Description of the task:
Please print the entries below exactly, from the line with "Task: Convert this" through the line with "Input: one rendered", including both of those lines and leaving out all others.

Given data:
********************

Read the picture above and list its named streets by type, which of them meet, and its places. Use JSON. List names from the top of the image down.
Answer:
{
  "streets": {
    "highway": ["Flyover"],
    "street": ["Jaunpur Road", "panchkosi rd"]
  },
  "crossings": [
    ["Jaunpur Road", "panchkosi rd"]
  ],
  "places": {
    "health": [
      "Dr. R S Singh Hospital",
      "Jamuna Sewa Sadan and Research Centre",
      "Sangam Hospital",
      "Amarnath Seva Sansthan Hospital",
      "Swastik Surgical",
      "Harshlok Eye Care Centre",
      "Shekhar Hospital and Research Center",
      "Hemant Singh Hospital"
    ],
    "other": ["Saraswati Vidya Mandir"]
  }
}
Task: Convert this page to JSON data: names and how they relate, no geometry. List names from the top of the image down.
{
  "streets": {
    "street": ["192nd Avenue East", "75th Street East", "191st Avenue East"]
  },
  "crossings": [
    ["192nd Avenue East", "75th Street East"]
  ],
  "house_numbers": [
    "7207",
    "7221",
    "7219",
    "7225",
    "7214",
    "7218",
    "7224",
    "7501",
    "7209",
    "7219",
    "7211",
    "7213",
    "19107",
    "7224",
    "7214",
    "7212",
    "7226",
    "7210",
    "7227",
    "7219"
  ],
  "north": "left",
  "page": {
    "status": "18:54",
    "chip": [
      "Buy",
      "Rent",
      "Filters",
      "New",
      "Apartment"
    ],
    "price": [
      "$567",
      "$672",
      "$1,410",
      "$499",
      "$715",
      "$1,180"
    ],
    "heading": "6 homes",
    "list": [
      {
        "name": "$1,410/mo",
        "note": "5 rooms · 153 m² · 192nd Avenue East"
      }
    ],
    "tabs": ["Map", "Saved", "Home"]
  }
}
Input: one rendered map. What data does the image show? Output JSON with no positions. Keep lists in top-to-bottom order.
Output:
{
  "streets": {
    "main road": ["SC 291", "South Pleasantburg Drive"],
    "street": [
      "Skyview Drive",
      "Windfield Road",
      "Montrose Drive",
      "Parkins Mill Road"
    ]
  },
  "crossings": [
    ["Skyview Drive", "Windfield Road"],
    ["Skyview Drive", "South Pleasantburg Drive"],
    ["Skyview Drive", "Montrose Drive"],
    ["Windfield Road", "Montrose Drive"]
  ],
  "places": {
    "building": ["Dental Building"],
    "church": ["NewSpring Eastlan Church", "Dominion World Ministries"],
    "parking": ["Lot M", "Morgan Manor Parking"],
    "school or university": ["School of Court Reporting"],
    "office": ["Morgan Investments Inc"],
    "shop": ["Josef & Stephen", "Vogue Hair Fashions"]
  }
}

********************

Answer for this exercise:
Task: Convert this page to JSON data: names and how they relate, no geometry. List names from the top of the image down.
{
  "streets": {
    "street": ["192nd Avenue East", "75th Street East", "191st Avenue East"]
  },
  "crossings": [
    ["192nd Avenue East", "75th Street East"]
  ],
  "house_numbers": [
    "7207",
    "7221",
    "7219",
    "7225",
    "7214",
    "7218",
    "7224",
    "7501",
    "7209",
    "7219",
    "7211",
    "7213",
    "19107",
    "7224",
    "7214",
    "7212",
    "7226",
    "7210",
    "7227",
    "7219"
  ],
  "north": "left",
  "page": {
    "status": "18:54",
    "chip": [
      "Buy",
      "Rent",
      "Filters",
      "New",
      "Apartment"
    ],
    "price": [
      "$567",
      "$672",
      "$1,410",
      "$499",
      "$715",
      "$1,180"
    ],
    "heading": "6 homes",
    "list": [
      {
        "name": "$1,410/mo",
        "note": "5 rooms · 153 m² · 192nd Avenue East"
      }
    ],
    "tabs": ["Map", "Saved", "Home"]
  }
}
Input: one rendered map. What data does the image show? Output JSON with no positions. Keep lists in top-to-bottom order.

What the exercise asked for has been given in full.